We live in a time of archive fever. We compete with our media gods and goddesses. There we are, walking through the world with our memory sticks around our necks, each of us with our own homepage, each of us with an archive stored on the web. There are also those who wear their archives on their own skin, in the form of tattoos. And we are everywhere: our fingerprints left on scanners at border crossings, in medical clinics and files, on all kinds of cards confirming our membership in different organizations — from fitness clubs to the Subscribers for Posthumous Assistance. We haul our invisible freight through the world, our documents, our power and phone bills, our address books, our bank and business cards. We walk through the world well networked and connected, with MySpace and Facebook, phone numbers stored in mobile phones, family albums stored on the web, with souvenirs and photos of our children in the windows of our apartments (a little Dutch quirk). All of these are our archives. They’re how we assure ourselves of eternity.
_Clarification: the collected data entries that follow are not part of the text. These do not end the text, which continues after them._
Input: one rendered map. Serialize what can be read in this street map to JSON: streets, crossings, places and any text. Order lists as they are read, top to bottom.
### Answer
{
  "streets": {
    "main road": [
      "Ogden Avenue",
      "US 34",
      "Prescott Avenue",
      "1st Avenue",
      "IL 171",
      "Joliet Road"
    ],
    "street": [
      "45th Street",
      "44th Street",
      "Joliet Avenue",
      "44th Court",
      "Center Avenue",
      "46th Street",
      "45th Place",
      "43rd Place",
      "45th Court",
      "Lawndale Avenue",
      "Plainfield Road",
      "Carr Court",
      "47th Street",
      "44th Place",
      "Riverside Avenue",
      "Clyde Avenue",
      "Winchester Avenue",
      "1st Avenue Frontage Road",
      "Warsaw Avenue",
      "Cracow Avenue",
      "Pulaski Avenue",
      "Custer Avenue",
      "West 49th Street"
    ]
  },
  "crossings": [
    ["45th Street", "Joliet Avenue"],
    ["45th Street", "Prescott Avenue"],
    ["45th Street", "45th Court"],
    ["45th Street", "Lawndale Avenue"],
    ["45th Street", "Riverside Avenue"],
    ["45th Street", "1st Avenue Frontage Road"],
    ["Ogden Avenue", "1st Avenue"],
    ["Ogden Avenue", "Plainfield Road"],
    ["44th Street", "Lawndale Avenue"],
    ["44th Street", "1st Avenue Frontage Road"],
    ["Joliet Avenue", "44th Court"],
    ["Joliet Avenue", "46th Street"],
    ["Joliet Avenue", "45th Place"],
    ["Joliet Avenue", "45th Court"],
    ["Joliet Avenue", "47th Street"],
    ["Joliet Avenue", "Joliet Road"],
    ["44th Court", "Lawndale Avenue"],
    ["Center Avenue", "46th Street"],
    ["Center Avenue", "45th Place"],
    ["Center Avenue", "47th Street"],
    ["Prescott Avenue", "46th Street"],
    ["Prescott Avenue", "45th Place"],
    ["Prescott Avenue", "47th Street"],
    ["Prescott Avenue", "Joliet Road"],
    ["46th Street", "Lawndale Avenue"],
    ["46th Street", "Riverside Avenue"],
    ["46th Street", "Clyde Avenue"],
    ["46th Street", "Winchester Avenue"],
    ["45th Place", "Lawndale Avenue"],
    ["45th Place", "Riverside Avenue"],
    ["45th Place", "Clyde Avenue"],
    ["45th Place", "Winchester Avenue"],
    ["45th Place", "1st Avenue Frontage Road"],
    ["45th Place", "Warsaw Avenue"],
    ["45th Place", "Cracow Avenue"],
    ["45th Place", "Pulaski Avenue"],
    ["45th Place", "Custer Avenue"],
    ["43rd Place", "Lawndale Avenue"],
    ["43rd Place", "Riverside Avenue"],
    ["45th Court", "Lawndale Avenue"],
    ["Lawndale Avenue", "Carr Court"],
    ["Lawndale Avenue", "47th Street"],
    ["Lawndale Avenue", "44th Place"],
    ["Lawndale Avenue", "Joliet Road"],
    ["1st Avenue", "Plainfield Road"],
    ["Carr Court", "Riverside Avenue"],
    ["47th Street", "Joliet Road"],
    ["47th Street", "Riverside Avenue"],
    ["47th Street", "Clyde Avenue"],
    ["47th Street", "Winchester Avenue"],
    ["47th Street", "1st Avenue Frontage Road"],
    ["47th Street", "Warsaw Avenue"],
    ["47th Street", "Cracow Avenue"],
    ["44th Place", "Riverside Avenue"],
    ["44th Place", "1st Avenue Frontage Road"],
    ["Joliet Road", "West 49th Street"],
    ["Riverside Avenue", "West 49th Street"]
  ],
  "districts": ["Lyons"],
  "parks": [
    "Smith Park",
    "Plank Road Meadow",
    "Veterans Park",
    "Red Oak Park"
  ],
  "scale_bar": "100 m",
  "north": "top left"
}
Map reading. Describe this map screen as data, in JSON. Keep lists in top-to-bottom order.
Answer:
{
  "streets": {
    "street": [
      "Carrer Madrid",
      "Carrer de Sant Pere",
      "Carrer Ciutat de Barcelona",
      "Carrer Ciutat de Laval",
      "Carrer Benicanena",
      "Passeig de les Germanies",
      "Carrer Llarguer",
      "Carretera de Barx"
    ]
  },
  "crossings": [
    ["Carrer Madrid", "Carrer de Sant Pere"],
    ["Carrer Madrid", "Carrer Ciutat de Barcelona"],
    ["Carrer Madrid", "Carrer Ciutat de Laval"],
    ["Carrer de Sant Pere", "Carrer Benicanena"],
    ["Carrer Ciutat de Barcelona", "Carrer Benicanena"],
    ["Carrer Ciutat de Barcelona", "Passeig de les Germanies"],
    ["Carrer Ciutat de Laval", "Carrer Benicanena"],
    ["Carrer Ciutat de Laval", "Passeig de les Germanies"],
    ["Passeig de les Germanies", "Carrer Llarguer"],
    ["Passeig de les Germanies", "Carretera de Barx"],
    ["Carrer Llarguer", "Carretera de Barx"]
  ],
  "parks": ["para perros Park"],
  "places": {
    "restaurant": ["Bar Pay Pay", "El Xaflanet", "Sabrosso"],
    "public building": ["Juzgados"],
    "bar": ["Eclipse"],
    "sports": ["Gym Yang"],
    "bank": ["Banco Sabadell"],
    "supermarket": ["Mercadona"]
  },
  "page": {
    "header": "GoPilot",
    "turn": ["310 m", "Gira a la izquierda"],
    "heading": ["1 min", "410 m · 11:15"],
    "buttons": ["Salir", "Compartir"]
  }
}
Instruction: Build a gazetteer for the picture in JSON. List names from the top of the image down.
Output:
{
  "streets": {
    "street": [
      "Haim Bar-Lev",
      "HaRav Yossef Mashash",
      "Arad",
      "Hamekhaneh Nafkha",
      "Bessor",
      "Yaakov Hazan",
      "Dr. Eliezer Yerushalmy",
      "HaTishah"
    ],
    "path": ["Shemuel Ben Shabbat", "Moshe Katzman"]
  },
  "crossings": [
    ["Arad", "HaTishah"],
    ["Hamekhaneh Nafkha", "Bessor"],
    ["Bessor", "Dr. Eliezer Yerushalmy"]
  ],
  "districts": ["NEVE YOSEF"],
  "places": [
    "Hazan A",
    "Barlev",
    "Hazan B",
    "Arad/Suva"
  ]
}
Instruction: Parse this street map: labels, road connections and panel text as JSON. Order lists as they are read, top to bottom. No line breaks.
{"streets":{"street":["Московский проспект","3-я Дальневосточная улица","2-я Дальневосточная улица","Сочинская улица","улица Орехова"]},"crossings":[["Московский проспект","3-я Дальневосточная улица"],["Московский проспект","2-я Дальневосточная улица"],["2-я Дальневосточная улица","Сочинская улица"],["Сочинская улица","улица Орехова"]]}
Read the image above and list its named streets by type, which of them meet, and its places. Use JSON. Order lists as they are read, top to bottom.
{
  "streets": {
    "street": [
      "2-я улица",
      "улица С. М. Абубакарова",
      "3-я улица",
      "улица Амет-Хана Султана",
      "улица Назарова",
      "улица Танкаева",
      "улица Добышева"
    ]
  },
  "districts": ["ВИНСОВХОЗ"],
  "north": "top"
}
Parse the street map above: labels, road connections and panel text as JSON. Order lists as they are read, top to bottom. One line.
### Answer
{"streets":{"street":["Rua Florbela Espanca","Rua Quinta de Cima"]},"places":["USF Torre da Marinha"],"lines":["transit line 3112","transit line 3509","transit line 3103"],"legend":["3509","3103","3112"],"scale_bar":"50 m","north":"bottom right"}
And the more voluminous the archive that trails us, the less of ourselves there is. Yet we head off into battle with renewed energy: with camcorders and digital cameras, recording our voices, our thoughts, our everyday lives down to the minutest of details. In this private big brother show, this public big brother show, we record everything: the hypothetical moment of conception, the embryo, the baby in utero, birth, first steps, first words, first birthdays. And the richer our archives become, the less of ourselves there seems to be. We don’t communicate with each other. None of us has the patience for others’ photo albums, holiday pictures, or videotapes, which long went out the window in any case. Oh so modern, we put things on YouTube so anyone can gawk at them. We used to send out ghostly signals of our existence, and now we make fireworks out of our lives. We enjoy the orgy of being, twittering, buying new toys, iPhones and iPads, and all the while our hunger just grows and grows. We wear memory sticks around our necks, having of course first made copies. The memory stick is our celestial sarcophagus, our soul, our capsule, our soul in a capsule. One day we will be catapulted into the Great Archive, where someone will find and open us like a black box.